08 July, 2010

Day 1

Today was essentially a driving day.

My usual method on these trips is to spend the first day or two getting the bulk of the driving out of the way. Since I live in Chicago, even the closest areas of what I would consider "the West" are at least a good days drive away, and the areas I like to frequent (Wyoming, Utah, Arizona) are another good day beyond that. As just a straight roadtrip, you can do it in one continuous drive -- from Chicago, Denver or Cheyenne are only about 15-16 hours away. But with children and towing a camper, that isn't practical.

No real sightseeing today, unless you count whatever it is one can catch by looking outside the car window.  We crossed the Mississippi River at Davenport in the early afternoon, and the Missouri River at Omaha at about sundown.  Illinois along I-80 is mostly flat and green, but Iowa at least has the virtue of rolling hills and occasional valleys.  Much more interesting a drive west than taking I-90 through southern Minnesota, a route which I consider to be possibly the Most Boring Highway in the United States.

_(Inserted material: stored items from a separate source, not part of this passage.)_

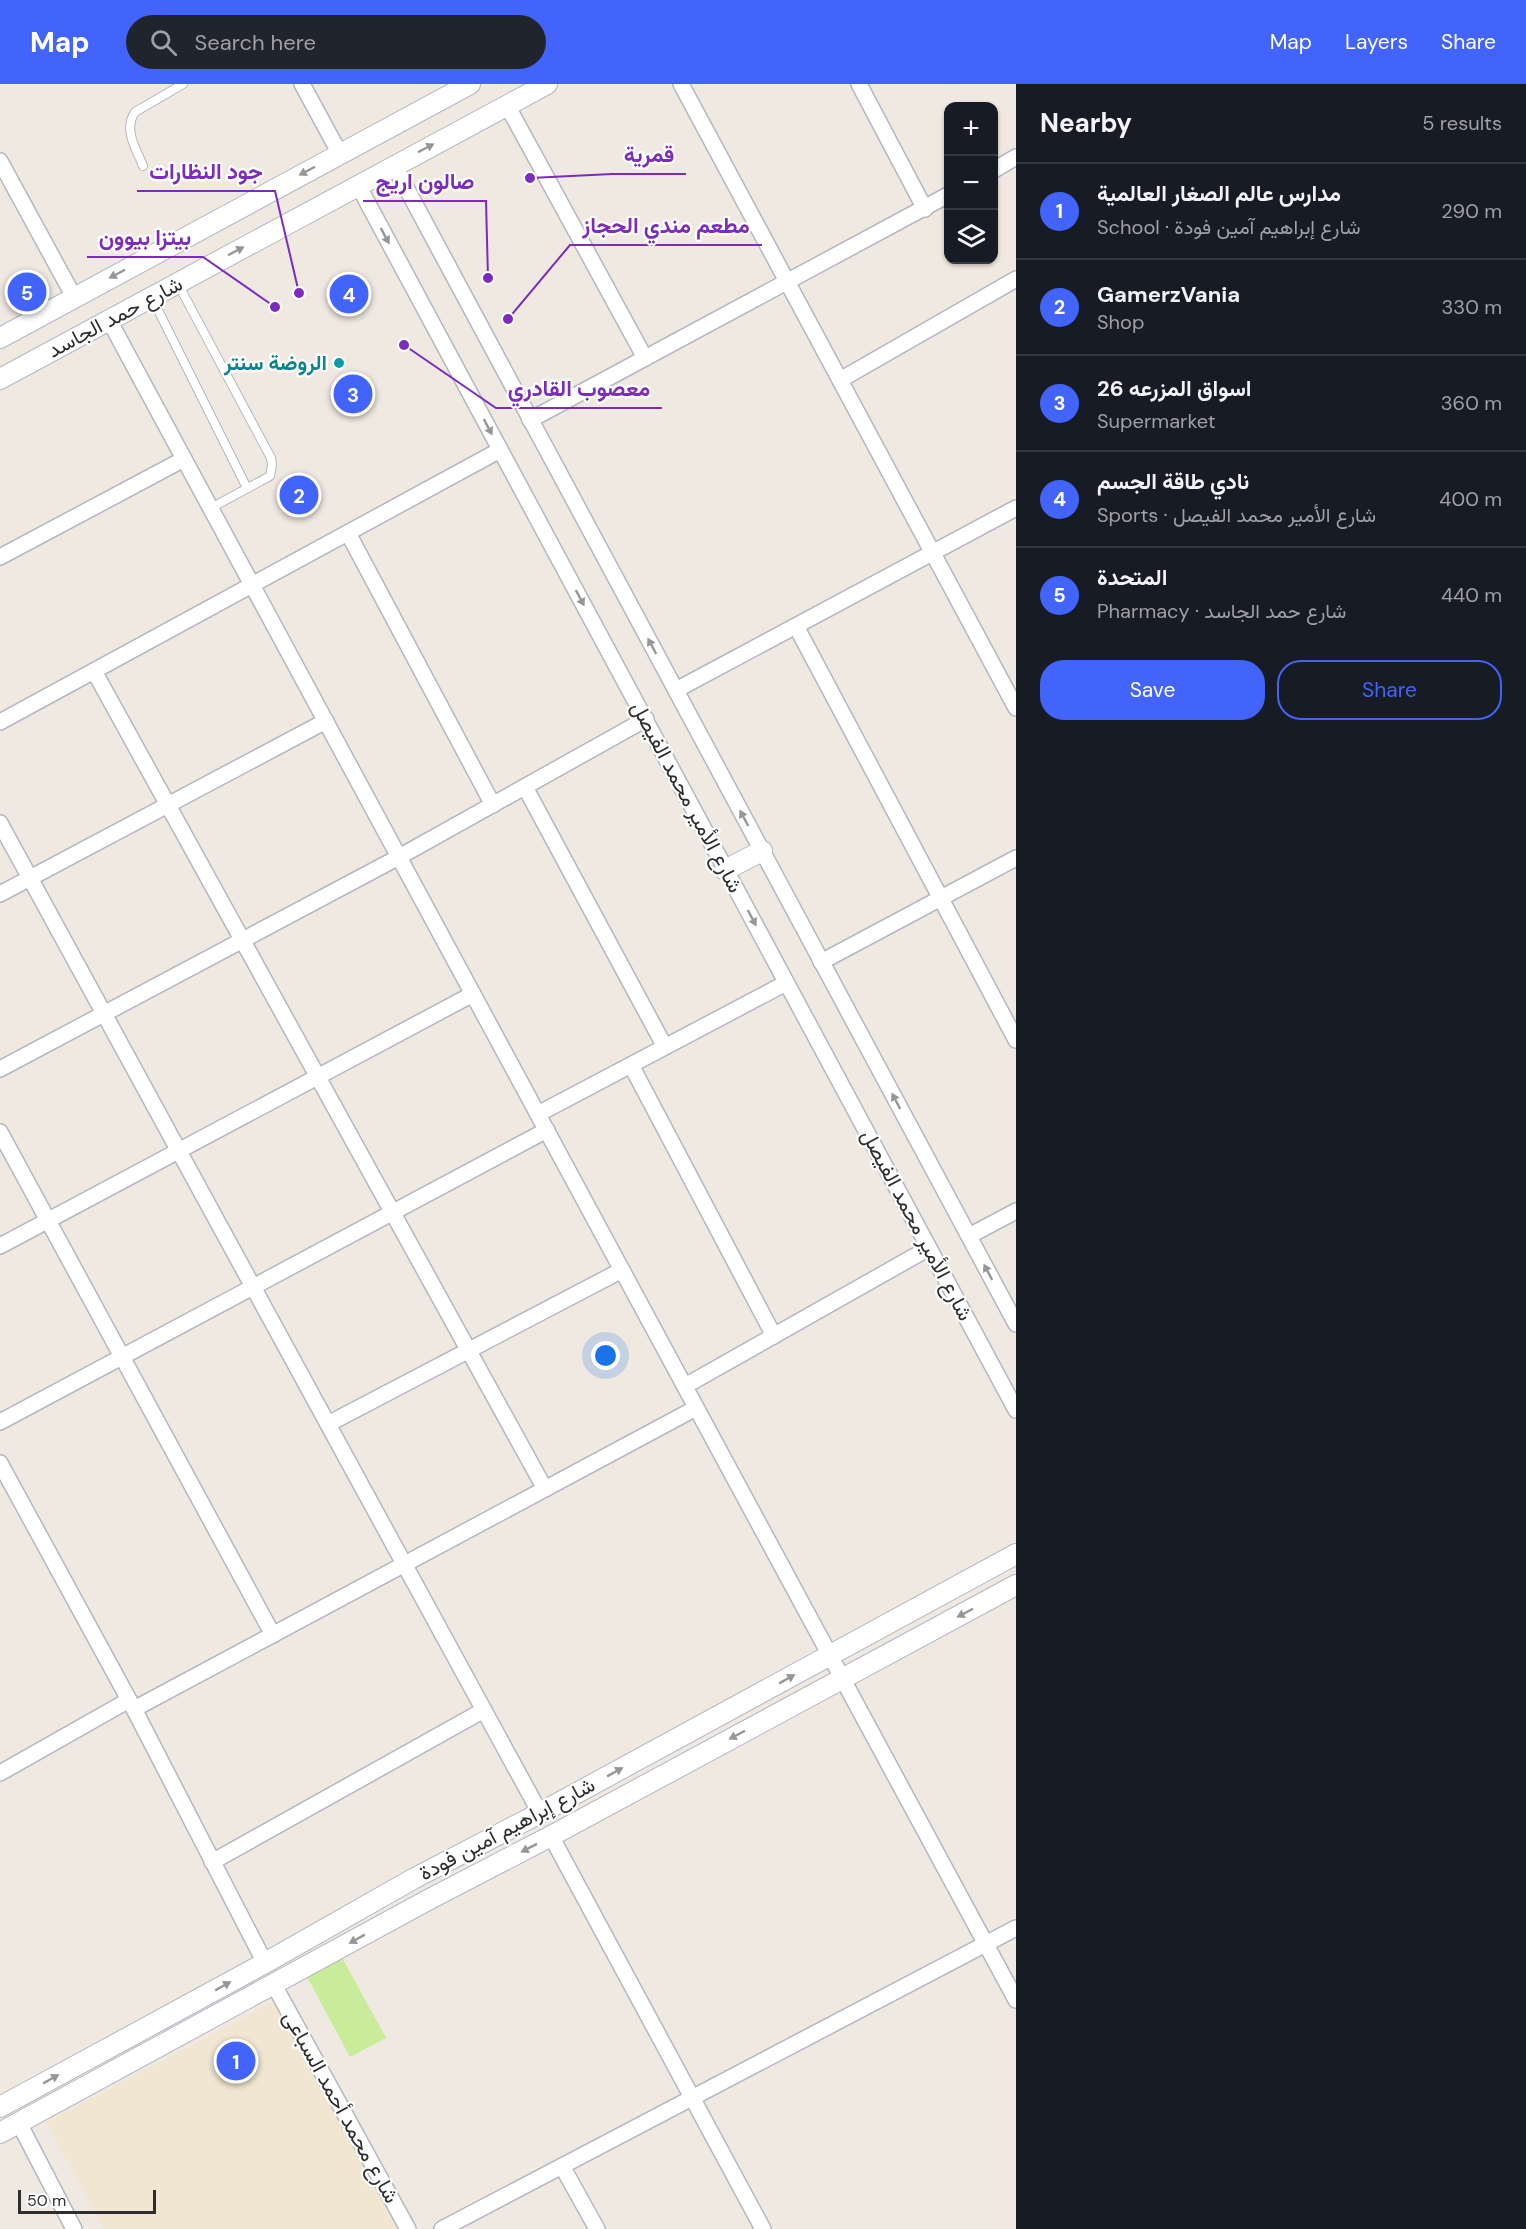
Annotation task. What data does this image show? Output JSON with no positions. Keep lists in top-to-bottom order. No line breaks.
{"streets":{"street":["شارع حمد الجاسد","شارع الأمير محمد الفيصل","شارع إبراهيم آمين فودة","شارع محمد أحمد السباعى"]},"crossings":[["شارع حمد الجاسد","شارع الأمير محمد الفيصل"],["شارع إبراهيم آمين فودة","شارع محمد أحمد السباعى"]],"places":["قمرية","صالون اريج","جود النظارات","بيتزا بيوون","مطعم مندي الحجاز","معصوب القادري","الروضة سنتر"],"scale_bar":"50 m","page":{"header":"Map","search":"Search here","nav":["Map","Layers","Share"],"heading":["Nearby","5 results"],"map_buttons":["+","−"],"list":[{"mark":"1","name":"مدارس عالم الصغار العالمية","note":"School · شارع إبراهيم آمين فودة","value":"290 m"},{"mark":"2","name":"GamerzVania","note":"Shop","value":"330 m"},{"mark":"3","name":"اسواق المزرعه 26","note":"Supermarket","value":"360 m"},{"mark":"4","name":"نادي طاقة الجسم","note":"Sports · شارع الأمير محمد الفيصل","value":"400 m"},{"mark":"5","name":"المتحدة","note":"Pharmacy · شارع حمد الجاسد","value":"440 m"}],"pins":["5","4","3","2","1"],"buttons":["Save","Share"],"scale":"50 m"}}
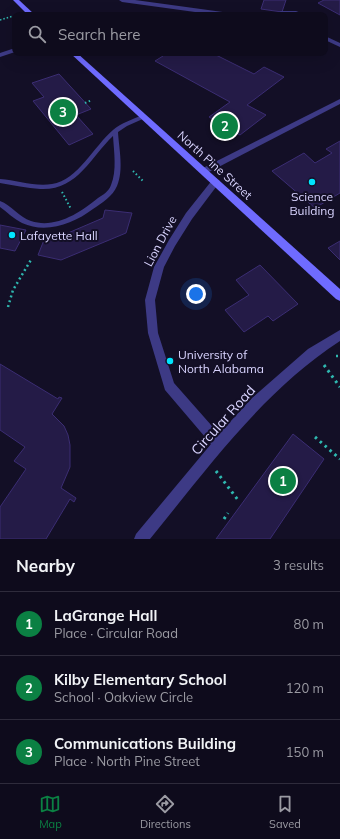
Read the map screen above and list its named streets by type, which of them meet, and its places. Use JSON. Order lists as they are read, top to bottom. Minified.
{"streets":{"main road":["North Pine Street"],"street":["Lion Drive","Circular Road"]},"crossings":[["North Pine Street","Lion Drive"],["Lion Drive","Circular Road"]],"places":["Science Building","Lafayette Hall","University of North Alabama"],"page":{"search":"Search here","pins":["3","2","1"],"heading":["Nearby","3 results"],"list":[{"mark":"1","name":"LaGrange Hall","note":"Place · Circular Road","value":"80 m"},{"mark":"2","name":"Kilby Elementary School","note":"School · Oakview Circle","value":"120 m"},{"mark":"3","name":"Communications Building","note":"Place · North Pine Street","value":"150 m"}],"nav":["Map","Directions","Saved"]}}
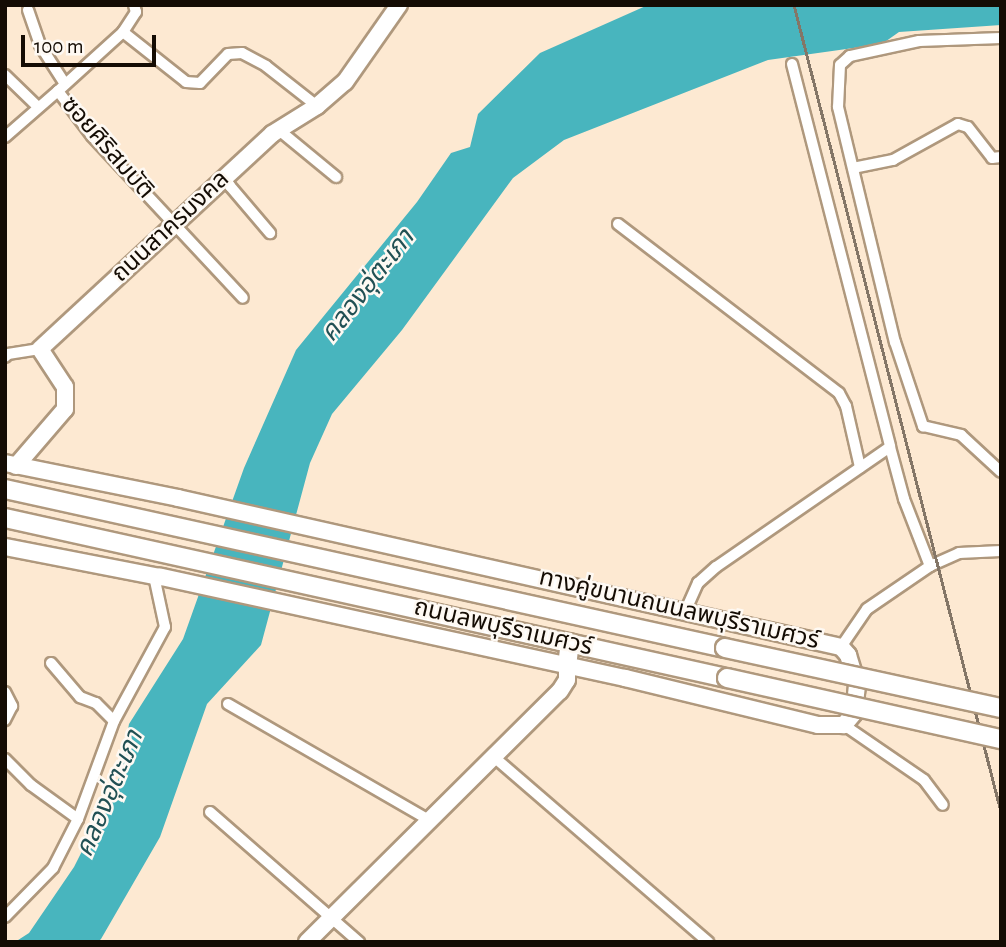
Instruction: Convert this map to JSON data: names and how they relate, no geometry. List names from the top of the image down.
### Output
{
  "streets": {
    "main road": ["ถนนสาครมงคล", "ทางคู่ขนานถนนลพบุรีราเมศวร์", "ถนนลพบุรีราเมศวร์"],
    "street": ["ซอยศิริสมบัติ"]
  },
  "crossings": [
    ["ซอยศิริสมบัติ", "ถนนสาครมงคล"]
  ],
  "water": ["คลองอุ่ตะเภา"],
  "scale_bar": "100 m"
}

Windmills are sprouting up everywhere in Western Iowa.  It wasn't so long ago (3-4 years ago) that the only windmill you could find along I-80 was a towering one at Adair that never seemed to be working.  I'd often wondered what the deal with that windmill was, since every time I drove by it I never saw its arms rotating, just frozen stock still.  The only purpose I could ever see it performing was to advertise the town along the busy highway, since you could see the thing for miles before the exit.  But nowadays, not only is it working at generating electricity, but there are dozens -- perhaps even more than a hundred -- of similar size standing right along with it in the Adair area.  And not only Adair, but further west in and around the town of Walnut, another wind farm is sprouting up that looks like it may grow to be just as large.  Walnut -- which I've been visiting for years, since its better known as having the largest concentration of antique stores and antique malls in Iowa -- appears to be becoming something of a boom town, a rare thing these days.  The Wind Rush is on, and it looks like towns like Adair and Walnut are looking to capitalize, with still more towns joining in as well (truck convoys carrying those huge windmill blades have become an exceedingly common sight on I-80 through Iowa; I counted four on today's drive alone).  I wish them all good luck, though I am still skeptical that wind power will ever amount to anything more than a drop in the bucket when it comes to fulfilling our country's energy needs.

Tomorrow we head across dusty Nebraska and into even dustier Eastern Colorado, with the ultimate aim being the town of Limon and its KOA.


Anonymous said...

Nice fill someone in on and this fill someone in on helped me alot in my college assignement. Say thank you you on your information.

DeTroyes said...

Err, thanks... I think.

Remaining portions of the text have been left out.